I “privati” nel nostro paese, piuttosto che agire sinergicamente col pubblico per esprimere maggiore potenza nazionale, da sfruttare nei rapporti con l’estero, hanno utilizzato lo Stato come un taxi o come un bancomat, pretendendo che fosse esso a pagare i conti, limitare i rischi d’impresa ed accollarsi le difficoltà conseguenti alle numerose scelte sbagliate dei padroni del vapore e dei loro manager, opzionati in circoli ristrettissimi di privilegiati, non disdegnando il ricorso al ricatto occupazionale (si pensi alla Fiat) per alzare il prezzo (socializzazione delle perdite e privatizzazione dei profitti). Ad ogni modo, quando le cose andavano storte, la responsabilità non ricadeva sui loro progetti fallimentari e di corto respiro ma sull’ingerenza della “bestia” a cui occorreva addebitare i vari passi falsi ed il mancato progresso generale.
Questo rapporto malato tra pubblico e privato non fu compreso nemmeno dal Pci, il più grande partito comunista d’Europa, con residenza italiana. Togliatti aderì al teorema del capitalismo straccione o arretrato ridimensionando con ciò le colpe e le mancanze degli attori in campo, assecondando una previsione errata circa la putrescenza del capitalismo, giunto al suo canto del cigno. Chi ha letto quanto c’è scritto nei paragrafi precedenti e quanto ritroverà nel saggio che ha in mano può ben intendere a quali malintesi politici e pratici possa condurre una teoria “starata”.

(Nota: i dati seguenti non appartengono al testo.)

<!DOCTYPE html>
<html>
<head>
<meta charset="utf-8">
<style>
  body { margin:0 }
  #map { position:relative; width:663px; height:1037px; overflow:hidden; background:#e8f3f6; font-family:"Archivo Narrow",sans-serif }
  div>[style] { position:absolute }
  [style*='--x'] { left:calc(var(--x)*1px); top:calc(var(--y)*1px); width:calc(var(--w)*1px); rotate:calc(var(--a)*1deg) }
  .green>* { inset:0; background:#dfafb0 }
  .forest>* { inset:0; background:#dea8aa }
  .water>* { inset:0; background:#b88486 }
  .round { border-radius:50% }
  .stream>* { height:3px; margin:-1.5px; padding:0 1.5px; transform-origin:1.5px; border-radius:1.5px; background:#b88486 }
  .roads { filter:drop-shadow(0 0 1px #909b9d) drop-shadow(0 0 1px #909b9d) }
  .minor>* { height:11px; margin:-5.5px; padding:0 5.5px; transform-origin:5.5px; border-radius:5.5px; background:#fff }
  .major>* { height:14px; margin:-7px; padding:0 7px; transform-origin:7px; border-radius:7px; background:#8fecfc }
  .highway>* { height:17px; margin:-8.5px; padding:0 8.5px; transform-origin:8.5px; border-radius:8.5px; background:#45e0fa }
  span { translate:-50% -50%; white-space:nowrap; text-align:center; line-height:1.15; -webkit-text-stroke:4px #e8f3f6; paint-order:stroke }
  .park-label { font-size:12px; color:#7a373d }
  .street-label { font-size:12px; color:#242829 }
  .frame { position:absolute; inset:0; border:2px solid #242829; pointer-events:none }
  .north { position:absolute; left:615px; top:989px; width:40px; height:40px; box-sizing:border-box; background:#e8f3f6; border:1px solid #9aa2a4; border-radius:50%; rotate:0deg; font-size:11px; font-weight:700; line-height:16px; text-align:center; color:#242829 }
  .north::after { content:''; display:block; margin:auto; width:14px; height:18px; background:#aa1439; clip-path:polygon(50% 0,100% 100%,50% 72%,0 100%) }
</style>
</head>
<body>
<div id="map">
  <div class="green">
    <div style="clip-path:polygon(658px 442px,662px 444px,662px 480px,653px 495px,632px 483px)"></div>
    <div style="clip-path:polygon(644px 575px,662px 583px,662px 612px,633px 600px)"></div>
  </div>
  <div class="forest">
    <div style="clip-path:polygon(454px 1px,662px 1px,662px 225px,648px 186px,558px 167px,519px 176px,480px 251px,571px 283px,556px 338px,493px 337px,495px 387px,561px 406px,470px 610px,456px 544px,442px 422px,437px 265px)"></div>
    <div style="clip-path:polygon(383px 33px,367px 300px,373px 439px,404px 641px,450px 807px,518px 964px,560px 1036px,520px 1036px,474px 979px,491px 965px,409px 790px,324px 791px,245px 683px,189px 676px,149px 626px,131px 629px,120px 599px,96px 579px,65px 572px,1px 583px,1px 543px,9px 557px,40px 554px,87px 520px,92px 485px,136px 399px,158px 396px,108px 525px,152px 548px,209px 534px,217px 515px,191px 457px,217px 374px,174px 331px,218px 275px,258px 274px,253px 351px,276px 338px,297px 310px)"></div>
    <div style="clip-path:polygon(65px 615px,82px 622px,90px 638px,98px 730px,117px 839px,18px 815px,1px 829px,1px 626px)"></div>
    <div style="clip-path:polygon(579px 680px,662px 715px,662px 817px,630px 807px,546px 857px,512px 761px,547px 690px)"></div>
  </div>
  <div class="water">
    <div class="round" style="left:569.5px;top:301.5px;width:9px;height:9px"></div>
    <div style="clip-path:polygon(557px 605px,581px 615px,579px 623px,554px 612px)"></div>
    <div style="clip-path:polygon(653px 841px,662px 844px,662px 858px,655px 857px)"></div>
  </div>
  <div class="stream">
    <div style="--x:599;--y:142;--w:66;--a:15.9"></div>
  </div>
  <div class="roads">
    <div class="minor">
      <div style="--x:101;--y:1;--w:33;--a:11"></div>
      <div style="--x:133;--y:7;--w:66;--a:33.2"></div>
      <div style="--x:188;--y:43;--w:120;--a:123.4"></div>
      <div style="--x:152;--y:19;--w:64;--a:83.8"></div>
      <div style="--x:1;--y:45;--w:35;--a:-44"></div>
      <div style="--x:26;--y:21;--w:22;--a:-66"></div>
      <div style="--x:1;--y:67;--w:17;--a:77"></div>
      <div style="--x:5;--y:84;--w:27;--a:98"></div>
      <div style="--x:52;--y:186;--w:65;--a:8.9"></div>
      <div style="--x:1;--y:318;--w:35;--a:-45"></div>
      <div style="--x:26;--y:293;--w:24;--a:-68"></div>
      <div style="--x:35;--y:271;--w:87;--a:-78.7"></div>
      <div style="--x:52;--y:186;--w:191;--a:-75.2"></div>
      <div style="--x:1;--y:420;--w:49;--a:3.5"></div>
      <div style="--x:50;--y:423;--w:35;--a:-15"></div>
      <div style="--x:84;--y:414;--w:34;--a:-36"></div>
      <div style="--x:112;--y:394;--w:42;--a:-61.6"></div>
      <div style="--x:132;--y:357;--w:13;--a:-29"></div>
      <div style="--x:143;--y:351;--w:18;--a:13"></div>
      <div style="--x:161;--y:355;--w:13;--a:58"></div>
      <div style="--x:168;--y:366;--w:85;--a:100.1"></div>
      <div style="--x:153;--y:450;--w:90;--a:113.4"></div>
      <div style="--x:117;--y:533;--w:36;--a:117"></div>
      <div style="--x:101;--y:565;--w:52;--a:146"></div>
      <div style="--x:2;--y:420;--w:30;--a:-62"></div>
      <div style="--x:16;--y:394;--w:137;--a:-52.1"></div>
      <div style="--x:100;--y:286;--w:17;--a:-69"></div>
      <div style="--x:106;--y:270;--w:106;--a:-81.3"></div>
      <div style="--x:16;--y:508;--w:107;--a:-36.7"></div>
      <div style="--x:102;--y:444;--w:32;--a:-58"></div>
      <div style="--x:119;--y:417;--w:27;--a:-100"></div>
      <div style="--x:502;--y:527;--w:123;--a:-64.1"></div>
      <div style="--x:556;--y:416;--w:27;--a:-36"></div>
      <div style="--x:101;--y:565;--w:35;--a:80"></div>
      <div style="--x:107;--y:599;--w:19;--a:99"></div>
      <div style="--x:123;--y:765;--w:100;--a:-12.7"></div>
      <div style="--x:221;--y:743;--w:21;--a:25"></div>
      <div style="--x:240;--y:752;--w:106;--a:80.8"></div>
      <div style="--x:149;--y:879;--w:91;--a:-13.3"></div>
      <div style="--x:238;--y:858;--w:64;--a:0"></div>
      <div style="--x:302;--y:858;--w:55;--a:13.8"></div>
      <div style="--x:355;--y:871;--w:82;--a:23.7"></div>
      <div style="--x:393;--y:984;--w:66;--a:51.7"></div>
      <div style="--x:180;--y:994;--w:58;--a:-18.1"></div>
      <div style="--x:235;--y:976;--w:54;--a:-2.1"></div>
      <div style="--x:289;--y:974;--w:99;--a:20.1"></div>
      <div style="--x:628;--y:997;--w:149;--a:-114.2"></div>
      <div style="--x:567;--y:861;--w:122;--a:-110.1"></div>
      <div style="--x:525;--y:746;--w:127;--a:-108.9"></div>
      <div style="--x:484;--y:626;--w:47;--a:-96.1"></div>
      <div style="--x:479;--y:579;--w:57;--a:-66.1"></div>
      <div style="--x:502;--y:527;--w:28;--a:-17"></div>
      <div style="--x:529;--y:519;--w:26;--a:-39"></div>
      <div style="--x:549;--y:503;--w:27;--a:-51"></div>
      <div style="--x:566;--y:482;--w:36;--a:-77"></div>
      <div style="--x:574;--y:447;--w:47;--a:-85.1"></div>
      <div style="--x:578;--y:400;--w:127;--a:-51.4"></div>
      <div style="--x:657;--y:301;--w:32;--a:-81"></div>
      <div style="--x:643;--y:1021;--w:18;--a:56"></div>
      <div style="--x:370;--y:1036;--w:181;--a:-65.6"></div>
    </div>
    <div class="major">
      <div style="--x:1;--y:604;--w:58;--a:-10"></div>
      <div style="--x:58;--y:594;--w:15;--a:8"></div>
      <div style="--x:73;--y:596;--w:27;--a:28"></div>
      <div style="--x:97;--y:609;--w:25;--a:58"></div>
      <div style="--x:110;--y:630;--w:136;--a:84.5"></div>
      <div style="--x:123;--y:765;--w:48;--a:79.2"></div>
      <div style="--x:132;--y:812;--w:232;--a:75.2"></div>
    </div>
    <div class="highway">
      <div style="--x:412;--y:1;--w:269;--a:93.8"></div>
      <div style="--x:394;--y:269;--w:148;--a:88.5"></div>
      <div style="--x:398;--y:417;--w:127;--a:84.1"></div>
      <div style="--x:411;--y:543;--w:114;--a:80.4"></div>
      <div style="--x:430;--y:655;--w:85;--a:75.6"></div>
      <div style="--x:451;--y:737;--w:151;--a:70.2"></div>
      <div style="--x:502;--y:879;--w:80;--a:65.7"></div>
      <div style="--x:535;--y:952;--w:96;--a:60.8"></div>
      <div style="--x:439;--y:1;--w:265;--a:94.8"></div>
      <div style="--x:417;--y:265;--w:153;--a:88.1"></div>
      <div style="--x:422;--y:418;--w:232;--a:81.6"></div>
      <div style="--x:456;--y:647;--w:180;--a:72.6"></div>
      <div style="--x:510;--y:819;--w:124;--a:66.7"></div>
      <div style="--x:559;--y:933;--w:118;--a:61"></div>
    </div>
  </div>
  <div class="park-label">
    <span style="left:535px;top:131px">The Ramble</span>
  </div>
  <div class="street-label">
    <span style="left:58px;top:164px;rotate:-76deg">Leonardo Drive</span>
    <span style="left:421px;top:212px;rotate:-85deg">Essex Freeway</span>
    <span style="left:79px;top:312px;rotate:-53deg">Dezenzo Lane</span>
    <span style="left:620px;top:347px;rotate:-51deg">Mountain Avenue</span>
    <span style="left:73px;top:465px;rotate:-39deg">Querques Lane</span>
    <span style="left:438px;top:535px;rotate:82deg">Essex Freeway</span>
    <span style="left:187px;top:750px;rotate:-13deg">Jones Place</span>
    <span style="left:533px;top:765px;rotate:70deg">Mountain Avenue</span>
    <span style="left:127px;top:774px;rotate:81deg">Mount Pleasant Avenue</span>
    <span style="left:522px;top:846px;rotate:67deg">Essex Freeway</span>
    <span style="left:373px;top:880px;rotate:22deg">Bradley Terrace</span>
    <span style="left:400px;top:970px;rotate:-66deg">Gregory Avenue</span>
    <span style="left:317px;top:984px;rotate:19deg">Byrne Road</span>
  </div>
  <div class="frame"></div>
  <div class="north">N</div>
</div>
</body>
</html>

Le sconfitte a cui porteranno quegli abbagli negli anni successivi non saranno casuali, anche se è facile dare giudizi post-festum. La classe operaia rivoluzionaria, che aveva un destino di vittorie predestinate davanti a sé, a detta dei marxisti, prima fu battuta dalla Fiat che «…assestò, con l’appoggio del sistema politico imperniato allora sulla Dc, la prima sconfitta al “movimento operaio” nel 1955 (elezioni della “Commissione interna”), ma eravamo prima del boom. Con quest’ultimo – lo ribadisco: nell’ambito di un “capitalismo organizzato” e coordinato da un centro (Usa) – si verificarono due fondamentali processi destinati ad caratterizzare l’intera storia italiana». Poi si vide contraddetta anche nella previsione, desunta dalle teorie marxiane, dell’allargamento della sua base collettiva, dovuta alla crescente proletarizzazione della forza-lavoro. Invece, si verificò un «processo di trasformazione del contadino piccolo-proprietario – arricchitosi per il valore preso dalle sue terre in presenza di vasti fenomeni di inurbamento legati appunto alla trasformazione della società italiana non più a prevalenza agraria – in industrialotto, quello poi detto del nord-est. Fenomeno che si sviluppò più impetuosamente nelle zone “bianche” veneto-lombarde, ma anche, e ampiamente, in quelle dette “rosse” emiliane (in Toscana più tardi e con minore impeto)».
11.Negli anni ’70, il cortocircuito ideologico all’interno del Pci (principiato nella fase post-bellica, anche come effetto della spartizione delle zone egemoniche tra Usa e Urss che fissavano i limiti di espansione dei blocchi) diventò irrimediabile, accelerando le deformazioni della “linea” (rammendata da lunga pezza e oramai ridotta ad atto di fede verso i dirigenti e la causa) e le degenerazioni dell’apparato. Il compromesso storico ne fu l’apice. Il partito comunista diventò staffa di governo, benché esterna allo stesso per la ben nota conventio ad excludendum.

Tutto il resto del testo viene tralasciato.